South American currencies are set to test new lows in coming months as prospects of higher US interest rates, weak commodity prices and wrangling over Greece's future in the euro boost market volatility, a Reuters poll showed on Thursday. The region's five most traded currencies have lost between 5 and 15 percent since the beginning of the year, losing ground against the dollar at a faster rate than analysts had predicted.

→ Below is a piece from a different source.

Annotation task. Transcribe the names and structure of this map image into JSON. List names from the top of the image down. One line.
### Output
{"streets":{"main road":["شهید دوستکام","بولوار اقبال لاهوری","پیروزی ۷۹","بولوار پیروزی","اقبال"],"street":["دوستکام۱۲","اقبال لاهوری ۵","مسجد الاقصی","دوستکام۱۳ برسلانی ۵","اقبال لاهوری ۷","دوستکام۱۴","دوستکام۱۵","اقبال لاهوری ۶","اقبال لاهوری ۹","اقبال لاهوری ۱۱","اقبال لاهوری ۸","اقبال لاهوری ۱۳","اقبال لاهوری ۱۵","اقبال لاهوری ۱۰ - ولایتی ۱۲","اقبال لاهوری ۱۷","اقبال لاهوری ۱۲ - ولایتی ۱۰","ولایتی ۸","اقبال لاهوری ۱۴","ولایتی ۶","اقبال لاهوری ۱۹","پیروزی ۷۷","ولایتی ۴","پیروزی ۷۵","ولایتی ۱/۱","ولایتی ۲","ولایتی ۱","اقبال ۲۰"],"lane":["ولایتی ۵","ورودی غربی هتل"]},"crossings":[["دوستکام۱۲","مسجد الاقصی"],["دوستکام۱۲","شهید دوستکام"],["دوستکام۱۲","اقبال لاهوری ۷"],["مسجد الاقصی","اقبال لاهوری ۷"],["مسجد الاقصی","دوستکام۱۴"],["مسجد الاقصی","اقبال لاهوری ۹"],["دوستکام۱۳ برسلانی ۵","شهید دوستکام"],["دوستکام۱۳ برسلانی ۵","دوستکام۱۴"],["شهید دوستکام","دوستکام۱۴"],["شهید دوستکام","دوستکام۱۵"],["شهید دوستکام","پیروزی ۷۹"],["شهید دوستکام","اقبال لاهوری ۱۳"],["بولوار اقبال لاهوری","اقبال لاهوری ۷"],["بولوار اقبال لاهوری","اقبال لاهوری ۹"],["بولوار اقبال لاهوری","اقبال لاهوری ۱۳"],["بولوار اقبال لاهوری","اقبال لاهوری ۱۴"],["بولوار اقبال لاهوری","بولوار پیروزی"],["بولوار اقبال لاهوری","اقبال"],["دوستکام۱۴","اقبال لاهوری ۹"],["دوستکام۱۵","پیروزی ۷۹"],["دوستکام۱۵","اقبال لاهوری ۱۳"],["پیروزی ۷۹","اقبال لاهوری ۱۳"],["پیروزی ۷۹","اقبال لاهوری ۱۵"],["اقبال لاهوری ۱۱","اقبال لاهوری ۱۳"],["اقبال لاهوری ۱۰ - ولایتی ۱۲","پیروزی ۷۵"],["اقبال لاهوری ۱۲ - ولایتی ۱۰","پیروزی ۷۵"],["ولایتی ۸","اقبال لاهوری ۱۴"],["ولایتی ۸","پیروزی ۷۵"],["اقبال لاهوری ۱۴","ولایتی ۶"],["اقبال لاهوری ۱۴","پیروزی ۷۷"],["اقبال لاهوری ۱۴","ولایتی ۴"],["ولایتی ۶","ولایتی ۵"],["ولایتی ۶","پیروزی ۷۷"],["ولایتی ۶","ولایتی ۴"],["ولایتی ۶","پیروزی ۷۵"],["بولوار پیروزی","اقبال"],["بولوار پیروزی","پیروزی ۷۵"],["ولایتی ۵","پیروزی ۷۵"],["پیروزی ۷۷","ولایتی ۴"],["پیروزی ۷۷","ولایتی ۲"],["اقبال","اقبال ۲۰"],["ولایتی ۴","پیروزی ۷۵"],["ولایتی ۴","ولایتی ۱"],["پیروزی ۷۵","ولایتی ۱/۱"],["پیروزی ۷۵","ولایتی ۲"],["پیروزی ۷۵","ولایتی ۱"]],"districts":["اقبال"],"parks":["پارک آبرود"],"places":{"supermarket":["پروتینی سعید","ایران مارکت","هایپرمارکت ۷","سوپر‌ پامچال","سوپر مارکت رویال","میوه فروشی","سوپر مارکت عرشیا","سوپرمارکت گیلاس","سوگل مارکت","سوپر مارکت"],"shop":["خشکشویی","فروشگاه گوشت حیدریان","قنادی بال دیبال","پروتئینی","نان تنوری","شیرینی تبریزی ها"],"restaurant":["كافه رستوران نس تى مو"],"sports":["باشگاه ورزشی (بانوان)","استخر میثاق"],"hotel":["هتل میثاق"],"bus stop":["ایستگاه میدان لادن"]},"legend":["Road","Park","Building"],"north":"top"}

Of those currencies, the Mexican peso is the only one expected to gain in 12 months' time as the country is expected to benefit from stronger economic growth in the United States. The currency, which touched a record low of 15.83 on Wednesday, is projected to trade at 15.20 per dollar in one year, compared with 15.02 seen in last month's poll. Its major South American currency peers however are expected to still be suffering in a year's time.
The Brazilian real, despite offering juicy returns with domestic interest rates climbing towards 14 percent a year, is seen weakening to 3.355 per dollar in 12 months, from 3.14 on Wednesday and 3.27 in last month's poll. Peru's sol and Colombia's peso are also expected to weaken, according to the poll, while the Chilean currency is forecast to hover around its current levels.
In 12 months time, Peru's currency is expected to trade at 3.31 per dollar; Colombia's, at 2,650 per dollar; and Chile's, at 631 per dollar. Previous forecasts from three months ago projected the currencies at 3.25, 2,635 and 637.5, respectively. Latin American economies have disappointed investors over the past few years, dragged down by the steep drop in commodity prices caused by slower Chinese growth. Iron ore, for example, lost has more than half of its value since early 2014, eroding Brazil's trade balance.
Slower economic growth has made the region less appealing to investors and consequently more vulnerable to global market volatility, which spiked this week to the highest since February as Greece moved closer to exiting the eurozone. Even more than Greece, the biggest foreign risk to Latin American currencies seems to be the expected increase in US interest rates, strategists said.
There could be renewed instability when the Fed raises its rates, said Marcelo Carvalho, head of Latin America economic research, BNP Paribas. "A lot of people in financial markets today have never seen the Federal Reserve raising rates," Carvalho said. Further currency depreciation pose high risks to corporate debt in Latin America, according to Fitch Ratings, which could prompt government intervention to curb sharp currency swings.
Of the five countries in the Reuters poll, corporate debt risks are highest in Mexico and Peru, the ratings agency said, where firms usually take debt in dollars and, in Peru's case, hedging is almost non-existent.